This Is My Father's World

Long ago, people imagined that the planets in their orbits were playing a symphony of the cosmos, a harmony of the spheres. This is the ancient vision that Maltbie Babcock evoked when he wrote, “and round me rings the music of the spheres.” Though this vision has been replaced by modern science, we now know that the heavenly bodies do indeed emit sounds. And even more wondrous, the ocean is also producing noises in its deepest and darkest regions - sounds that remain mysterious to us.

The whole universe is singing a song of its origin, telling us something about the One who originated it. In the third stanza, the author acknowledges that the world is not as it should be. Creation is marred and wounded. Yet, it also still belongs to God. We are therefore invited to listen carefully to the voice of God in His world - from the heights of space to the depths of the sea - and see how He heals it, listening for our own role in caring for Creation.

While a pastor in Lockport, New York, Babcock liked to hike in an area called "the escarpment," an ancient upthrust ledge near Lockport. It has a marvelous view of farms, orchards, and Lake Ontario, about 15 miles distant. It is said those walks in the woods inspired these lyrics. The title recalls an expression Babcock used when starting a walk: "I'm going out to see my Father's world."

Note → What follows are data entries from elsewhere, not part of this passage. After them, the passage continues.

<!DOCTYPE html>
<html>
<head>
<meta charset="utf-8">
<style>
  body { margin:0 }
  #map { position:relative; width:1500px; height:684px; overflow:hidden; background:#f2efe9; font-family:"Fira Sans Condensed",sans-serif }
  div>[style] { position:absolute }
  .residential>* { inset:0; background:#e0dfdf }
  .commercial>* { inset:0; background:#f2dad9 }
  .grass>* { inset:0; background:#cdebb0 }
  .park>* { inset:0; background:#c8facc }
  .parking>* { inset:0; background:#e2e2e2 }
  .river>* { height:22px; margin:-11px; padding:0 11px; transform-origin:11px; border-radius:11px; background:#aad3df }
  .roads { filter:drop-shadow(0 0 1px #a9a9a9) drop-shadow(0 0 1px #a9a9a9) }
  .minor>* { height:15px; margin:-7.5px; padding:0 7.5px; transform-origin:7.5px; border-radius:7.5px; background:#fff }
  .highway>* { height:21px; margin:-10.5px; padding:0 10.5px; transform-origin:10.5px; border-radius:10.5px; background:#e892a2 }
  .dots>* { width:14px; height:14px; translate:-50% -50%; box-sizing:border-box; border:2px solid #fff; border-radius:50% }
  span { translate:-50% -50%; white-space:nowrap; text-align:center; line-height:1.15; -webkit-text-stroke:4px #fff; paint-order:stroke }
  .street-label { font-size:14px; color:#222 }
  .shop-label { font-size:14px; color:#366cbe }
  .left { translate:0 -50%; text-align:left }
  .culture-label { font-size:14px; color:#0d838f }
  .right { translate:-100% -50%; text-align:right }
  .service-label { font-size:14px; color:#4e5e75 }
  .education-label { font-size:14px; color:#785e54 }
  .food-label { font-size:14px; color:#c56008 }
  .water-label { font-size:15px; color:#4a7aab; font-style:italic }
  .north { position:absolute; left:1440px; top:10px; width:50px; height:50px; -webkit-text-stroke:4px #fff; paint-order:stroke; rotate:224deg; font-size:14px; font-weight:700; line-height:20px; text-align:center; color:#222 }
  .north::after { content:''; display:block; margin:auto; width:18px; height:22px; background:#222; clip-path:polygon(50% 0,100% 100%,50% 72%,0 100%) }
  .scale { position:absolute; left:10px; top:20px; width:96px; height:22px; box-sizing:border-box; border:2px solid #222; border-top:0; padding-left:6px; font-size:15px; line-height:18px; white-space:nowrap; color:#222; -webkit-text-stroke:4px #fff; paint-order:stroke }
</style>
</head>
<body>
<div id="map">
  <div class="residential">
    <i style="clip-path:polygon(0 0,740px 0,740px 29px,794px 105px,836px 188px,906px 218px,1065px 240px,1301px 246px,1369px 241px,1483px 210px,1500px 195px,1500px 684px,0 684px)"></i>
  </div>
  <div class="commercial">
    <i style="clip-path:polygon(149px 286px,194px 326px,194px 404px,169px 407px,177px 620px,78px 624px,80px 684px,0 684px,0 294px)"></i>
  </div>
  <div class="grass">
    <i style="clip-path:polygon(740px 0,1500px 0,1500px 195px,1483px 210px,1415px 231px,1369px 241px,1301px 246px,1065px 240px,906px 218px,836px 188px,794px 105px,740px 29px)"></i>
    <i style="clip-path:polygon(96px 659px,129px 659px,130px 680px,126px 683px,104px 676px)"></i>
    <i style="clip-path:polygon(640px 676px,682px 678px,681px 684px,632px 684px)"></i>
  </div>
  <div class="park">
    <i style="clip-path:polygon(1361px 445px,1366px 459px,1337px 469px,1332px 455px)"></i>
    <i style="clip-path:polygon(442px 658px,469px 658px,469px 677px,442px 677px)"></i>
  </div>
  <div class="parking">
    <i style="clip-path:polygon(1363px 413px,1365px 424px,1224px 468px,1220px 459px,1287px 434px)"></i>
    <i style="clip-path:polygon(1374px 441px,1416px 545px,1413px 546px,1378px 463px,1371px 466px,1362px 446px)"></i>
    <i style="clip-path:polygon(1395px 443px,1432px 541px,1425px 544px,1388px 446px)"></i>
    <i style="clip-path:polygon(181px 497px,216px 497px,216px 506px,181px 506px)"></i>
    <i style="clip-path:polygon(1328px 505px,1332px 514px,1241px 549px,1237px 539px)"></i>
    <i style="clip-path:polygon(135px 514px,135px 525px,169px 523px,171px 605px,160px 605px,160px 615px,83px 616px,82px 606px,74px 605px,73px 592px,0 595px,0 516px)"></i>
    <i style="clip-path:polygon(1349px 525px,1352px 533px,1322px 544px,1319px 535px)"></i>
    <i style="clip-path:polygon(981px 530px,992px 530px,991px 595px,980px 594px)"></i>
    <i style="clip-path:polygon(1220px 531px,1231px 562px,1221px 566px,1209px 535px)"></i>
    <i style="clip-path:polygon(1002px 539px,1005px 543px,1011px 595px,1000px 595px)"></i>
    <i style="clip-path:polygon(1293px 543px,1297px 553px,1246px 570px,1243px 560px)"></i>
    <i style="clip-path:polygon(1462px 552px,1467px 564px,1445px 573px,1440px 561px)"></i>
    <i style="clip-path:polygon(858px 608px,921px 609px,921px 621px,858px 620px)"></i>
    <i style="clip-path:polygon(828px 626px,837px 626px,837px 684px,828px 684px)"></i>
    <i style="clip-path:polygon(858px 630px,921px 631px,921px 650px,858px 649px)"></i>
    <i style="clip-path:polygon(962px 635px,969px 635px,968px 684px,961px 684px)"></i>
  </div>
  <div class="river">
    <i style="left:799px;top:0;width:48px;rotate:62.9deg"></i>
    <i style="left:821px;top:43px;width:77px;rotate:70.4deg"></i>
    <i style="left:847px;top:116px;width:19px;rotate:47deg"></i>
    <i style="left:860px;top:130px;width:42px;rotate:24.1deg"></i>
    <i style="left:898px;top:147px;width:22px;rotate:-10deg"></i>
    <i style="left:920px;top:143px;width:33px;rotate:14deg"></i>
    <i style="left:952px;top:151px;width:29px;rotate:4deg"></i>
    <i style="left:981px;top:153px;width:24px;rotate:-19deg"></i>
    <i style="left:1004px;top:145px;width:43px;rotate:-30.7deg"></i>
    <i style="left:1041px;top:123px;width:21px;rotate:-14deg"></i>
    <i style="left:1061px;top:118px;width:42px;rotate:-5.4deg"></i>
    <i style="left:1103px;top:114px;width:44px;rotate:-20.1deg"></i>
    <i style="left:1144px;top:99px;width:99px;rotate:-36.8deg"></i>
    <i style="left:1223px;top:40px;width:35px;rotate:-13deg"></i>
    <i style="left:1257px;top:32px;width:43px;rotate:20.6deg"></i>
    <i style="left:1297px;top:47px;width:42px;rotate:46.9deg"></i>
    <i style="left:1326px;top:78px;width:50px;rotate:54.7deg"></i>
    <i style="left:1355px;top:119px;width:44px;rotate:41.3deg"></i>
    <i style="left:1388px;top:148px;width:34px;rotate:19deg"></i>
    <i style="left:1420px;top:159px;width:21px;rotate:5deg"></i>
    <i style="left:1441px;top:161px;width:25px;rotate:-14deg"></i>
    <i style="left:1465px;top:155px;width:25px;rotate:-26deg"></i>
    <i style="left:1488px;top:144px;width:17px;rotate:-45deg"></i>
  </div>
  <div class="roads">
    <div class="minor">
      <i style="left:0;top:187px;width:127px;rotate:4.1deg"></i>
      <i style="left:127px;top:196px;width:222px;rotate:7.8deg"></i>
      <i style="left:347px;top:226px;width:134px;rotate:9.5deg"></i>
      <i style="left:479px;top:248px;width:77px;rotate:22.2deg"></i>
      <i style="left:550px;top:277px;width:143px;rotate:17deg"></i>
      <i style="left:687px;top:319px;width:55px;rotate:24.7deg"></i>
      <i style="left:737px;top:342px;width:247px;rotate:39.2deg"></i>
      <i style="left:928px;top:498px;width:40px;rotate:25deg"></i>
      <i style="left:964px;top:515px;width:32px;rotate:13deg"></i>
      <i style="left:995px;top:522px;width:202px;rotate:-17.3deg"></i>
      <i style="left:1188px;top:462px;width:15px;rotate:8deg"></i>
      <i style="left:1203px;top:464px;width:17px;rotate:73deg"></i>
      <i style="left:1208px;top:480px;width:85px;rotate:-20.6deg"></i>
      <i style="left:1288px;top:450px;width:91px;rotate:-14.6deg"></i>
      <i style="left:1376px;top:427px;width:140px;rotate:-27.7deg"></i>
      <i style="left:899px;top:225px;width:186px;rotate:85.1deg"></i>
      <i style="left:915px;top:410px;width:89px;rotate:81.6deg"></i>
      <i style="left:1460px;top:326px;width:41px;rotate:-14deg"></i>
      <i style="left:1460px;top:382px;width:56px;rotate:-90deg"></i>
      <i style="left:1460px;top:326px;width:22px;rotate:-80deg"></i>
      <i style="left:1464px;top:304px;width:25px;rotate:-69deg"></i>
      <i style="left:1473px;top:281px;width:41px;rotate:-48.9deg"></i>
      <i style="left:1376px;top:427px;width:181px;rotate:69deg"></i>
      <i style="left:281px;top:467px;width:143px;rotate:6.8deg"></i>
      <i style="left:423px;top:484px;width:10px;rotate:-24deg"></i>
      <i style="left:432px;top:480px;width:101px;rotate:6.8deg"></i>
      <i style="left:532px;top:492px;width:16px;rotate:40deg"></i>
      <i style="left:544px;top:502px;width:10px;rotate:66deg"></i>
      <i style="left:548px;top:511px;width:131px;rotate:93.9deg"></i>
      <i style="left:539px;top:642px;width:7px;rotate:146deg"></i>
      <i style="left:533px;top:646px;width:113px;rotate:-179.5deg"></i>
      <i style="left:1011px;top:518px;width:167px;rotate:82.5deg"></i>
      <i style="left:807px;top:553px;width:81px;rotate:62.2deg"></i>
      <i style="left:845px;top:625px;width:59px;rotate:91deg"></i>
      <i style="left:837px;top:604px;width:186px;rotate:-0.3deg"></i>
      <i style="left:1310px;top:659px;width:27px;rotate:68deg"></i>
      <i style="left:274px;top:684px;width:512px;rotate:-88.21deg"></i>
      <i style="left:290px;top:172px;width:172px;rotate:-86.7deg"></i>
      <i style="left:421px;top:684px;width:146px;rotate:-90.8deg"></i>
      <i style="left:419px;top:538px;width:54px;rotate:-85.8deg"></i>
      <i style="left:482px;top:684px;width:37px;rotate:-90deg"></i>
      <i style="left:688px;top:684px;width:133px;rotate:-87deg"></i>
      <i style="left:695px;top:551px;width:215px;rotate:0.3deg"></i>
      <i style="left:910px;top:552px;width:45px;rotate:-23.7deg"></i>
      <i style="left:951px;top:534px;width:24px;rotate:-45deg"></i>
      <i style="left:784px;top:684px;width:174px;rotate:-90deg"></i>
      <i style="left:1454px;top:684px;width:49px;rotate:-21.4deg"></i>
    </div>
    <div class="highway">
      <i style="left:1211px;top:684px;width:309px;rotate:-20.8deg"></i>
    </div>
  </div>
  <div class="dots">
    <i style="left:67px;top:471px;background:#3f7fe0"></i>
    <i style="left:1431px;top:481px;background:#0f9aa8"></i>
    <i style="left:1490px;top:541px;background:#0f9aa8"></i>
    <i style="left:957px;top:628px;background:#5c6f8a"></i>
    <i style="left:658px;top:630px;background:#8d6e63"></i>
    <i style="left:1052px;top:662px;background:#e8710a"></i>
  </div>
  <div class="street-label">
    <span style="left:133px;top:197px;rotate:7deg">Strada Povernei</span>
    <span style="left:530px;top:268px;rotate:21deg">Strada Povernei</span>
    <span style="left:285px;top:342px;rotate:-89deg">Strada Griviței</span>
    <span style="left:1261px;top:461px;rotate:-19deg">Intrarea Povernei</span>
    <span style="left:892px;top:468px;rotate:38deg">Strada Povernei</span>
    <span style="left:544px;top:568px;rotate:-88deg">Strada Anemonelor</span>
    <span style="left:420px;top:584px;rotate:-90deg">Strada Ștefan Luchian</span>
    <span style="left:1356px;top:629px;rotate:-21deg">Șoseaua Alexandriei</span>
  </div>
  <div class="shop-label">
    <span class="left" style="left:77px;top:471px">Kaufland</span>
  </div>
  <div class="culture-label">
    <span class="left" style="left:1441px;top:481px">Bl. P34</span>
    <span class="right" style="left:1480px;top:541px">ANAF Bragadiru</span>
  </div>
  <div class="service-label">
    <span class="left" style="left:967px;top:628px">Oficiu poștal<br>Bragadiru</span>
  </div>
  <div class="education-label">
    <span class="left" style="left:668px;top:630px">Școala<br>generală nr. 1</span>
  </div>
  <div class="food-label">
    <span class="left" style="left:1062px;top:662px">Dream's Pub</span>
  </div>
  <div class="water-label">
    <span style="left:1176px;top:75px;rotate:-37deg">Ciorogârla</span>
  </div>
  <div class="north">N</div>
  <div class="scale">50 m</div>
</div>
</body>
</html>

"The world is Mine, and all that is in it." Psalm 50:12

This Is My Father's World

Maltbie D. Babcock (1901)

1 This is my Father's world,
And to my listening ears
All nature sings, and round me rings

The music of the spheres.

This is my Father's world:

I rest me in the thought

Of rocks and trees, of skies and seas--

His hand the wonders wrought.

2 This is my Father's world:

The birds their carols raise,

The morning light, the lily white,

Declare their Maker's praise.

This is my Father's world:

He shines in all that's fair;

In the rustling grass I hear Him pass,

He speaks to me everywhere.

3 This is my Father's world:

O let me ne'er forget

That though the wrong seems oft so strong,

God is the Ruler yet.

This is my Father's world:

Why should my heart be sad?

The Lord is King: let the heavens ring!

God reigns; let earth be glad!

Author: Maltbie D. Babcock

Maltbie D. Babcock (b. Syracuse, NY, 1858; d. Naples, Italy, 1901) graduated from Syracuse University, New York, and Auburn Theological Seminary (now associated with Union Theological Seminary in New York) and became a Presbyterian minister. He served the Brown Memorial Presbyterian Church in Baltimore, Maryland, and the Brick Presbyterian Church in New York City. In Baltimore he was especially popular with students from Johns Hopkins University, but he ministered to people from all walks of life. Babcock wrote hymn texts and devotional, poems, some of which were published in The School Hymnal (1899).